* **Dataset excerpt**:
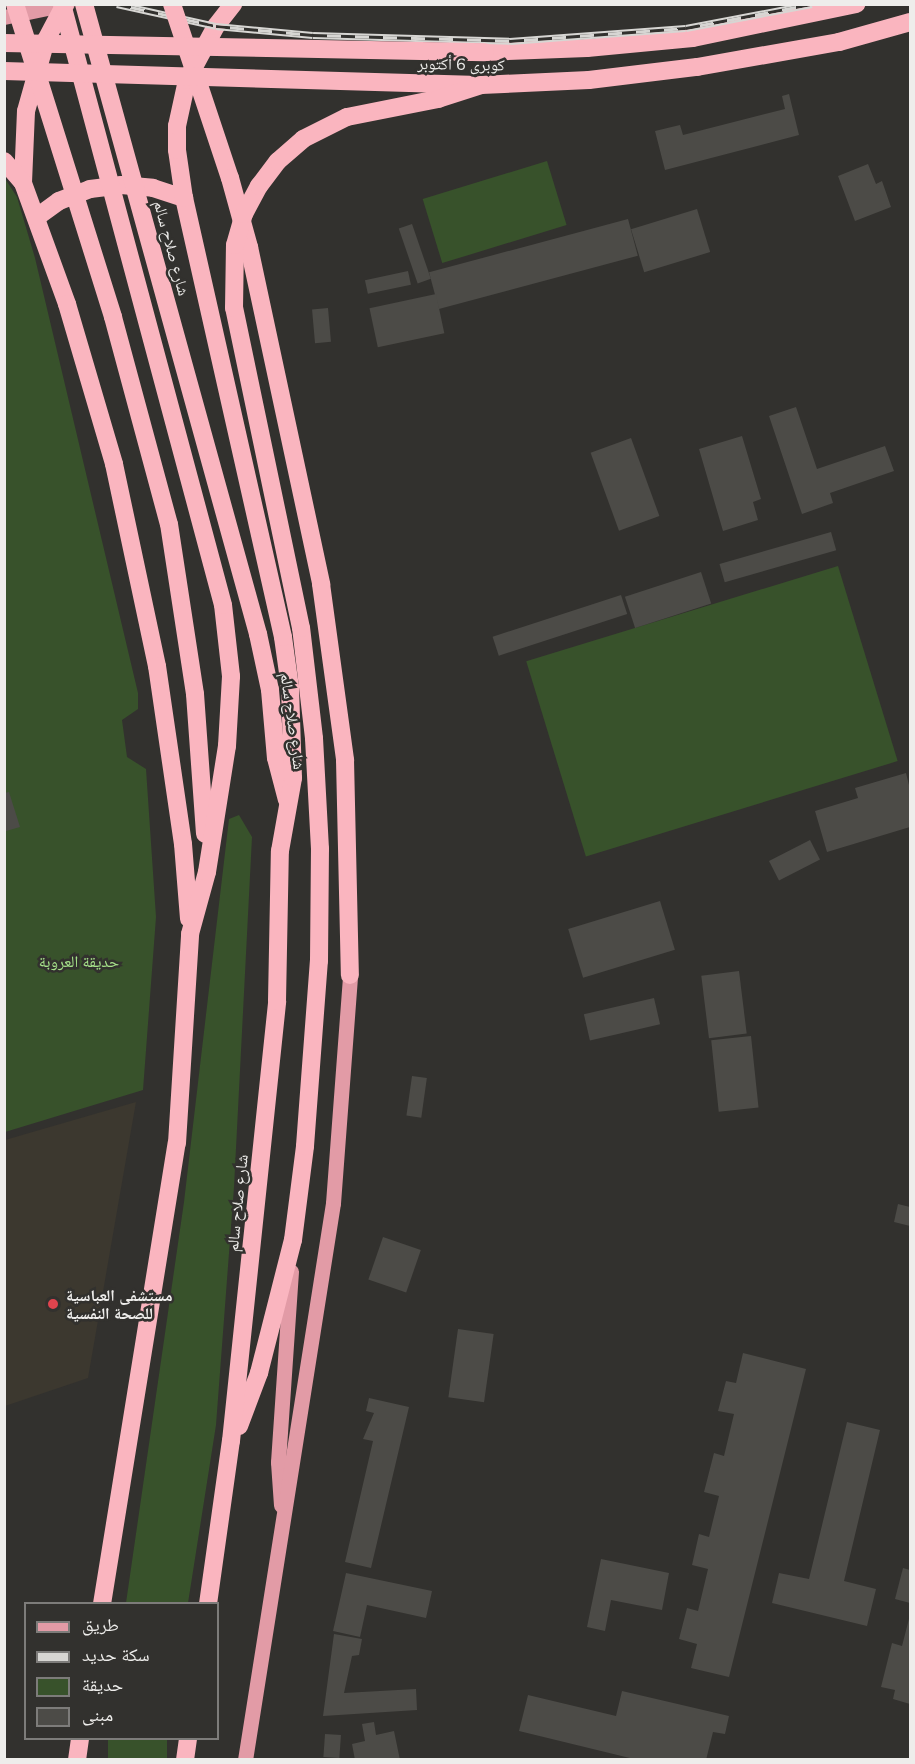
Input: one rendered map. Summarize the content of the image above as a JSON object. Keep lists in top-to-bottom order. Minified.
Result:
{"streets":{"highway":["كوبرى 6 أكتوبر","شارع صلاح سالم"]},"parks":["حديقة العروبة"],"places":["مستشفى العباسية للصحة النفسية"],"legend":["طريق","سكة حديد","حديقة","مبنى"]}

* **Task item**: When you retype the data above, match every line exactly and leave the pictures behind.

* **Written solution**:
Input: one rendered map. Summarize the content of the image above as a JSON object. Keep lists in top-to-bottom order. Minified.
Result:
{"streets":{"highway":["كوبرى 6 أكتوبر","شارع صلاح سالم"]},"parks":["حديقة العروبة"],"places":["مستشفى العباسية للصحة النفسية"],"legend":["طريق","سكة حديد","حديقة","مبنى"]}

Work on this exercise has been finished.